Incorporation and adoption of the most current state of the science regarding the approach to thrombocytopenia and/or thrombocytopathy, understanding the various pathophysiologic mechanisms that may or may not be at play, is critical to decreasing the need for platelet transfusions and supporting patients’ overarching blood health.24–27 Furthermore, expanding knowledge of platelet therapy through well-designed trials is essential for achieving the desired end state of optimal hemotherapy.
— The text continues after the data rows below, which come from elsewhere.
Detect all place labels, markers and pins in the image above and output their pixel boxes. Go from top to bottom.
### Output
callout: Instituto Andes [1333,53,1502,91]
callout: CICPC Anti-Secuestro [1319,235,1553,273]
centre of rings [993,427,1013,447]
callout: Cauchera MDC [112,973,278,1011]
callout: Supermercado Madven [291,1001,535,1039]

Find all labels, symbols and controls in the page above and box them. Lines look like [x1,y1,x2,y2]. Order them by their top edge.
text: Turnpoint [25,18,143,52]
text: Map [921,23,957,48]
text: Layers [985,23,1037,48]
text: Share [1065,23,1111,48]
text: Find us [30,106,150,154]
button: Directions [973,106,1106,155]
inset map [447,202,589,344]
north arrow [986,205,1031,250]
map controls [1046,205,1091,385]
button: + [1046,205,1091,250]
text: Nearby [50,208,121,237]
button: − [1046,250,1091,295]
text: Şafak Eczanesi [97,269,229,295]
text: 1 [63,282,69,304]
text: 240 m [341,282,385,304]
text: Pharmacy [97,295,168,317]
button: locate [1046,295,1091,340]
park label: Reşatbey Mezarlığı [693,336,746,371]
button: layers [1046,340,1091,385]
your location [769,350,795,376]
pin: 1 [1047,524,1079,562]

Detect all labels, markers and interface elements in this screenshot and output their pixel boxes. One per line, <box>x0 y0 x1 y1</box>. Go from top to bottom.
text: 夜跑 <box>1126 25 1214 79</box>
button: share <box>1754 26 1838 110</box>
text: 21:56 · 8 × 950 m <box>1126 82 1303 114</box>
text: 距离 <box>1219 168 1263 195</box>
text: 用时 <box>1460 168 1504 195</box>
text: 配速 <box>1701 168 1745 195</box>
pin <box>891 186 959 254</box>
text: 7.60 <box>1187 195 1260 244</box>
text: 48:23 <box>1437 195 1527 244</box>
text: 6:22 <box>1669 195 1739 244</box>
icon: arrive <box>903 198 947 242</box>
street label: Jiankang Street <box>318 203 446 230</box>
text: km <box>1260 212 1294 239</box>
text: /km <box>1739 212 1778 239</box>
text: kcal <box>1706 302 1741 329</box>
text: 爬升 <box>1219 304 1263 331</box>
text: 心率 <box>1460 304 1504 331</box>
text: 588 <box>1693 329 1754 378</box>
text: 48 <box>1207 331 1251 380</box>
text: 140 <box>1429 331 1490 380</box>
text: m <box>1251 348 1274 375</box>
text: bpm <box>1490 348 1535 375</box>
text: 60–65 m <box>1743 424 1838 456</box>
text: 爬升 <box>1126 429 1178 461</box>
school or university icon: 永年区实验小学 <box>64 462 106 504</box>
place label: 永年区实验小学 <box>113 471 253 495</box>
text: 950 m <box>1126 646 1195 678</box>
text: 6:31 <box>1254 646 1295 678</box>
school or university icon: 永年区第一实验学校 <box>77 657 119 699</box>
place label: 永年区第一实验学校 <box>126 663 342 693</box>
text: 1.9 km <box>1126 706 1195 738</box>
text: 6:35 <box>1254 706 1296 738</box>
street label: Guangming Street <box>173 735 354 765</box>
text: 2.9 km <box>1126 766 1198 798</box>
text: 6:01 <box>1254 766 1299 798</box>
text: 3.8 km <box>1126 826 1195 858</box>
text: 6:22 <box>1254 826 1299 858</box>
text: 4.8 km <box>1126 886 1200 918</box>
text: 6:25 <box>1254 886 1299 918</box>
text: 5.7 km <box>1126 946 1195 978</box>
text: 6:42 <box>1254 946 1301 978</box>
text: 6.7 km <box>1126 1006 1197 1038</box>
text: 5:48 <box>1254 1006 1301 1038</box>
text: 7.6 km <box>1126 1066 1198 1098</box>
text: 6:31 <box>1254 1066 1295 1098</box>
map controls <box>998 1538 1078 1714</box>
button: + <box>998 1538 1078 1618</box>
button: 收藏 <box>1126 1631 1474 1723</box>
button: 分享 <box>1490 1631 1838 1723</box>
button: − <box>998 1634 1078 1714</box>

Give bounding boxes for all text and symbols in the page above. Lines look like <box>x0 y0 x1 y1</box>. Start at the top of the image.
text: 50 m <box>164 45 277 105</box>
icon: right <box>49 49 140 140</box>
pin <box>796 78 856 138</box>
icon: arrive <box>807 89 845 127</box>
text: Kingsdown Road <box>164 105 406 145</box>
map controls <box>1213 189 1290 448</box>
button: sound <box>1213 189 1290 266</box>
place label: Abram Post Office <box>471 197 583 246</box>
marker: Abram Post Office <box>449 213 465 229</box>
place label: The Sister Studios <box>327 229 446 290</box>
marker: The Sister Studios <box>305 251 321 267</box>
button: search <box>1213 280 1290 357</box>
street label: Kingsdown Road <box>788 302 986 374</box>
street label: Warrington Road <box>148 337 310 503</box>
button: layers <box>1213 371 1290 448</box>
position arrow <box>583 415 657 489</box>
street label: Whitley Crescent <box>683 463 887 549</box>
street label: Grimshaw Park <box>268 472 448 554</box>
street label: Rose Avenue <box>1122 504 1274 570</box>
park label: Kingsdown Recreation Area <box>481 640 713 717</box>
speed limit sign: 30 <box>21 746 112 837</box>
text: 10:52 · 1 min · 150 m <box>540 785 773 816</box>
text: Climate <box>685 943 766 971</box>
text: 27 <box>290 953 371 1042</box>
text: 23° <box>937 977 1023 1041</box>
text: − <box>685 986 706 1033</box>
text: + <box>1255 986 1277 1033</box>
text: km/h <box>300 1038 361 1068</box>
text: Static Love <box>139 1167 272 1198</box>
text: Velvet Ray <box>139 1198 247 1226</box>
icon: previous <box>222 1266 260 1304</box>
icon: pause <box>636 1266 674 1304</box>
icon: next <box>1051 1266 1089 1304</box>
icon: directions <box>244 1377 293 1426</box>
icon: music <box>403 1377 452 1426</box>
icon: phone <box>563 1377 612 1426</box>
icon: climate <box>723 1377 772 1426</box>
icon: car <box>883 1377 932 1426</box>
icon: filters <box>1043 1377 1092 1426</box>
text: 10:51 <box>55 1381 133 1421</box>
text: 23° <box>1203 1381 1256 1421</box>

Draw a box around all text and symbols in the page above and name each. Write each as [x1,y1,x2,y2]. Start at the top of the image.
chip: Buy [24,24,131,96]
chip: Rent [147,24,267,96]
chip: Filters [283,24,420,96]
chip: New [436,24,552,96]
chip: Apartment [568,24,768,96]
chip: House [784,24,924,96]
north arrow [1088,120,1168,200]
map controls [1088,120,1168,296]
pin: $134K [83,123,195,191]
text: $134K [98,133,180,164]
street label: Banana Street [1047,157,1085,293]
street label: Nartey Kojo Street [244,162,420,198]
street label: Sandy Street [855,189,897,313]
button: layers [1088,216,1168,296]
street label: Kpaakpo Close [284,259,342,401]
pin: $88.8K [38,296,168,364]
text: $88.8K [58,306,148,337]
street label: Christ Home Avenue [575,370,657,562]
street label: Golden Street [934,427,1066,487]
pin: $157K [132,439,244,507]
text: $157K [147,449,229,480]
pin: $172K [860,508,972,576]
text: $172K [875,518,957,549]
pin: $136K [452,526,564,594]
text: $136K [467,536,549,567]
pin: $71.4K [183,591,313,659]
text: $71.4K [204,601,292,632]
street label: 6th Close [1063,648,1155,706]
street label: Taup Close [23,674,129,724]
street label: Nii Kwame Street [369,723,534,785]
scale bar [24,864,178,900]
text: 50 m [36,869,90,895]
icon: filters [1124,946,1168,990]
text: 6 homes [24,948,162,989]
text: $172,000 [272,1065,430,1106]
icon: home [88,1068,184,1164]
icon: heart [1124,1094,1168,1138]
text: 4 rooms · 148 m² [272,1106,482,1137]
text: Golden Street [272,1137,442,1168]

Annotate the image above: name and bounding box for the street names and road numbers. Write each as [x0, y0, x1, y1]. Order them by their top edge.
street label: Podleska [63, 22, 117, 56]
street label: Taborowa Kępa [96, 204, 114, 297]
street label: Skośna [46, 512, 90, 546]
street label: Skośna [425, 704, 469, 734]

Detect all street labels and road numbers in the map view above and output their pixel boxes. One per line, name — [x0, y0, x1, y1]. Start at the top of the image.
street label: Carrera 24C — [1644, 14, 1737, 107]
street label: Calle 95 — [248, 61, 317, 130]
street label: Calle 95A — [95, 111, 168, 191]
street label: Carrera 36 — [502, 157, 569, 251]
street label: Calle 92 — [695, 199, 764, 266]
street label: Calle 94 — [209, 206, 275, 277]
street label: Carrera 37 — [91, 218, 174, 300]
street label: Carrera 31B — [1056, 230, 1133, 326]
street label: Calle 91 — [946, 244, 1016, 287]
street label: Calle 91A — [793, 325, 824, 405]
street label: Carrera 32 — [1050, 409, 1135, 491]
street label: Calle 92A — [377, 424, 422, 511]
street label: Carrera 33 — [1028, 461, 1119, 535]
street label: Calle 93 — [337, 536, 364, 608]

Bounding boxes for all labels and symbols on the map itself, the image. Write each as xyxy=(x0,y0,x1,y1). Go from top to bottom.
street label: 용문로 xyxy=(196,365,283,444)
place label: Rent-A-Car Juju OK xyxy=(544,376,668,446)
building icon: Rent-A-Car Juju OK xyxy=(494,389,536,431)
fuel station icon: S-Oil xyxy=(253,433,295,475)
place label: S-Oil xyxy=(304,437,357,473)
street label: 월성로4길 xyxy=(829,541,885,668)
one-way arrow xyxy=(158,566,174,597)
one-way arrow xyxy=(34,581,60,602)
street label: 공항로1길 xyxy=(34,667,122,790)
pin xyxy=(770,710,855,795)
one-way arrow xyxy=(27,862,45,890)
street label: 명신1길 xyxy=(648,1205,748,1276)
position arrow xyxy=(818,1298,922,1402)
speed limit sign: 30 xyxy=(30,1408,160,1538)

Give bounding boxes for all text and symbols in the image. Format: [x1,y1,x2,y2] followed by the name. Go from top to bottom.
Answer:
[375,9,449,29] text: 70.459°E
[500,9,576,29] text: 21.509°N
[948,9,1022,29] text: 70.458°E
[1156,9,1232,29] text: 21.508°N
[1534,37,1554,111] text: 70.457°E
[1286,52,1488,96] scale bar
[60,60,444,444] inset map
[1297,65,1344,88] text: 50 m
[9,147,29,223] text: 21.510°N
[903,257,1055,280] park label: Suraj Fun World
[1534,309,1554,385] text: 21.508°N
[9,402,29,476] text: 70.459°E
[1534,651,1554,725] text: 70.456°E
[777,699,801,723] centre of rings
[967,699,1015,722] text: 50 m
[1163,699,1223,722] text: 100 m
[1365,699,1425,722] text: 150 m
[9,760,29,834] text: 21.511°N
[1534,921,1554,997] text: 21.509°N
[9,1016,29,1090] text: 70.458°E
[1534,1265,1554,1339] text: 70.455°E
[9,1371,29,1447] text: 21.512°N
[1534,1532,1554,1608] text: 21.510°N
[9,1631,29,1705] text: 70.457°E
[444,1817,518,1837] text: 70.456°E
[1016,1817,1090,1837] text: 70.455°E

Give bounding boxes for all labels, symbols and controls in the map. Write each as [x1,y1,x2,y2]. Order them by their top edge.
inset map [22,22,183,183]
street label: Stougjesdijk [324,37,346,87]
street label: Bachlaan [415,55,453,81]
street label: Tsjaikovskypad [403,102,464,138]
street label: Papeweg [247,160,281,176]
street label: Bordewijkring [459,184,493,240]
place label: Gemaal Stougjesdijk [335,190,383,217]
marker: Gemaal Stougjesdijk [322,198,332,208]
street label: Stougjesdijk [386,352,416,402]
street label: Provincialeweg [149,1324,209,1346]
One of the 4 foundational pillars of patient blood management (PBM) is the optimization of coagulation/hemostasis. This implies the empiric use of evidence-based transfusion practice, but far beyond this, it calls for implementing transfusion-avoidance and patient-oriented therapies to ensure better outcomes.
We agree with Riley et al1 that attention to processes supporting supply are needed. Collaboration with the Food and Drug Administration (FDA) and donor centers will be necessary to expand these methods and services. We cannot, however, ignore the evidence-based interventions that prove to clearly reduce demand through embracing and implementing the practice of comprehensive PBM. This is simply good clinical medicine as well as solid economics.